> **Work task**:
After finding the line containing "context.textBaseline = 'middle';" below, please output that line and each following one through the line containing "M550,604H586L588,638H556V620H550Z", exactly as written.

==== Supplied material

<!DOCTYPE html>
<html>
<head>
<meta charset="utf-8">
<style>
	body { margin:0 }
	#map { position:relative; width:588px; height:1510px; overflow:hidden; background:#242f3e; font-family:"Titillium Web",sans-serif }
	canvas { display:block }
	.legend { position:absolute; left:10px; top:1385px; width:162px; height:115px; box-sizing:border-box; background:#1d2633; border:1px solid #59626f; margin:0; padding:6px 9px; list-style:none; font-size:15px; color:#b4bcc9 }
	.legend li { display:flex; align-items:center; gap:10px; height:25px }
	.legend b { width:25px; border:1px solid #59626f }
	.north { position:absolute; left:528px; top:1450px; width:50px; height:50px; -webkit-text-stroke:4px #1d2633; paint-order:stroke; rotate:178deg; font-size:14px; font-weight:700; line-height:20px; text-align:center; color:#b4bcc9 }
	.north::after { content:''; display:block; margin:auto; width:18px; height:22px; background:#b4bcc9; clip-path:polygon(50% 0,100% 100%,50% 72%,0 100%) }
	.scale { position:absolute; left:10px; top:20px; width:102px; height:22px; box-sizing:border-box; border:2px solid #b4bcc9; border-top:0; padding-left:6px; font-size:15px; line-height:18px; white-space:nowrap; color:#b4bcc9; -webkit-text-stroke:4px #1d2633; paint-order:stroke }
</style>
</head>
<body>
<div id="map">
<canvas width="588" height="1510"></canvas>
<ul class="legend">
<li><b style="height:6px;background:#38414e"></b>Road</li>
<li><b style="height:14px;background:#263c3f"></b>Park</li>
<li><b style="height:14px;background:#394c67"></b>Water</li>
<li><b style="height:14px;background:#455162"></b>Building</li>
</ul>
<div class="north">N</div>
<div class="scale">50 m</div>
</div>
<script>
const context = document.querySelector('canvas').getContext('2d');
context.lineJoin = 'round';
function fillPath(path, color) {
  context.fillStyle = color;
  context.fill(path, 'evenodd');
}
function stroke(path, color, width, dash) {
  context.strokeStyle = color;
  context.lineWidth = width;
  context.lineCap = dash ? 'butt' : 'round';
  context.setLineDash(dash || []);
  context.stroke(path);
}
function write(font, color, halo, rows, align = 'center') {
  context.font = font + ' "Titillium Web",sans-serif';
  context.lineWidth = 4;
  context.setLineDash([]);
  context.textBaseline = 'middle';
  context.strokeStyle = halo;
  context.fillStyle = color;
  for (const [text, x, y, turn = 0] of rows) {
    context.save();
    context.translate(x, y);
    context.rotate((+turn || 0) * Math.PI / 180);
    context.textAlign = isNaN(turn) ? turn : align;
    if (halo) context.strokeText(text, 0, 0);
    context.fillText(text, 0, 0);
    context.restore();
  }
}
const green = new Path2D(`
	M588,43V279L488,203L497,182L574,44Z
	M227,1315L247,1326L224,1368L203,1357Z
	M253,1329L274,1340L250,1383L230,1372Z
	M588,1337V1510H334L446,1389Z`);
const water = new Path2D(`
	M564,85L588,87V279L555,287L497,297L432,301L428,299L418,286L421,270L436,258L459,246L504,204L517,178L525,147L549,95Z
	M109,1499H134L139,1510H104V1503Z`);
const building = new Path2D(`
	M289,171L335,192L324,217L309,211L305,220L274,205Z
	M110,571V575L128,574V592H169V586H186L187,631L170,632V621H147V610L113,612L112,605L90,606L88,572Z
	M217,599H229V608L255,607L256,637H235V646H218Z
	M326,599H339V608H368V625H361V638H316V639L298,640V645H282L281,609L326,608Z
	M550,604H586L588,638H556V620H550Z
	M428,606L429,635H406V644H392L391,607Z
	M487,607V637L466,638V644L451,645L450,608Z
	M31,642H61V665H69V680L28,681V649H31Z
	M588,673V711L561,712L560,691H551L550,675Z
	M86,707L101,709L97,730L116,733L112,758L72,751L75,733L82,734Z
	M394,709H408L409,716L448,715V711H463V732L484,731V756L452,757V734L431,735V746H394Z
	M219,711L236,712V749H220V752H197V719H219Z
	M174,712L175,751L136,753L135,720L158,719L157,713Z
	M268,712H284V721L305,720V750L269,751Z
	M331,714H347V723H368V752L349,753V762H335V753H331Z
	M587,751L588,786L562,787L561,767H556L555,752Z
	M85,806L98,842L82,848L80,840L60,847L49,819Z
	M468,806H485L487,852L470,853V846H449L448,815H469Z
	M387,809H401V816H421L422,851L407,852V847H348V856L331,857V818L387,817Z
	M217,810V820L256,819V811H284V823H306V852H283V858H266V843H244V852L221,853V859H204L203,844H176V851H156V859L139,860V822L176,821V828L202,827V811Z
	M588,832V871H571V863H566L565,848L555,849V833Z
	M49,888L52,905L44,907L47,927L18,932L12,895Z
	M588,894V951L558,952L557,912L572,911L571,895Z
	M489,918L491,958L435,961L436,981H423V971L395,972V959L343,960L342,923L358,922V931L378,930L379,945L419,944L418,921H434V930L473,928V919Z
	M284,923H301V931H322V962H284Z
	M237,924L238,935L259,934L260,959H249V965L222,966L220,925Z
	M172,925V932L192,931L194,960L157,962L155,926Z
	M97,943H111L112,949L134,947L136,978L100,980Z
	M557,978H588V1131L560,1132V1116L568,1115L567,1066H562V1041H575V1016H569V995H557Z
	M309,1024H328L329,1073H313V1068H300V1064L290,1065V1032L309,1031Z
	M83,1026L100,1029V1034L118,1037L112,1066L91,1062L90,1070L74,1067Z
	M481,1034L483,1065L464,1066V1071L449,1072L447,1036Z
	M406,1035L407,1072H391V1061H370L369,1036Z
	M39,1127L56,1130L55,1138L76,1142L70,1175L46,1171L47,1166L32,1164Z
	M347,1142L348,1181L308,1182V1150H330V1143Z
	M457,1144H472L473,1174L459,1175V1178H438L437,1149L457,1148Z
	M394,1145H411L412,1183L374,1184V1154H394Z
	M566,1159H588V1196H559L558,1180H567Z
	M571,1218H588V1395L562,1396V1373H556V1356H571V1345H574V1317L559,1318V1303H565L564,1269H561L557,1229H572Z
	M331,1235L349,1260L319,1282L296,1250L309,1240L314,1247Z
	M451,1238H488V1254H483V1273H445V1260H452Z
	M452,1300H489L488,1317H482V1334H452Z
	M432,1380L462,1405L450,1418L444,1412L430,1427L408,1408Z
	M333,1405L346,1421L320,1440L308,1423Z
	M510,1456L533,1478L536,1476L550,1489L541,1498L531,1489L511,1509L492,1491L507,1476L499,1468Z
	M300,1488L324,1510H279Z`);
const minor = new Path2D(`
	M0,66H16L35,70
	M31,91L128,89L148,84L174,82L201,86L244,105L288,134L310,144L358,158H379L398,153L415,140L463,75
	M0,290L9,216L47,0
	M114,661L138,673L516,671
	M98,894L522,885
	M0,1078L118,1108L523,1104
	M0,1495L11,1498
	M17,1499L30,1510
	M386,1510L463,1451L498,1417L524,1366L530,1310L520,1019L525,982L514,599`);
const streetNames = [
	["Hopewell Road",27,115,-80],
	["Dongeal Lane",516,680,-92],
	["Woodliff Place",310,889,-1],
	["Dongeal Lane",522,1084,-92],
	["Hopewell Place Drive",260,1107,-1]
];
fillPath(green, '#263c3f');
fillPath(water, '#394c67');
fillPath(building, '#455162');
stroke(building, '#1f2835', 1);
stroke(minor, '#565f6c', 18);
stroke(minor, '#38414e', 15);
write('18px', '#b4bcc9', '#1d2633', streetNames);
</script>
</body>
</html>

========

> **Result**:
  context.textBaseline = 'middle';
  context.strokeStyle = halo;
  context.fillStyle = color;
  for (const [text, x, y, turn = 0] of rows) {
    context.save();
    context.translate(x, y);
    context.rotate((+turn || 0) * Math.PI / 180);
    context.textAlign = isNaN(turn) ? turn : align;
    if (halo) context.strokeText(text, 0, 0);
    context.fillText(text, 0, 0);
    context.restore();
  }
}
const green = new Path2D(`
	M588,43V279L488,203L497,182L574,44Z
	M227,1315L247,1326L224,1368L203,1357Z
	M253,1329L274,1340L250,1383L230,1372Z
	M588,1337V1510H334L446,1389Z`);
const water = new Path2D(`
	M564,85L588,87V279L555,287L497,297L432,301L428,299L418,286L421,270L436,258L459,246L504,204L517,178L525,147L549,95Z
	M109,1499H134L139,1510H104V1503Z`);
const building = new Path2D(`
	M289,171L335,192L324,217L309,211L305,220L274,205Z
	M110,571V575L128,574V592H169V586H186L187,631L170,632V621H147V610L113,612L112,605L90,606L88,572Z
	M217,599H229V608L255,607L256,637H235V646H218Z
	M326,599H339V608H368V625H361V638H316V639L298,640V645H282L281,609L326,608Z
	M550,604H586L588,638H556V620H550Z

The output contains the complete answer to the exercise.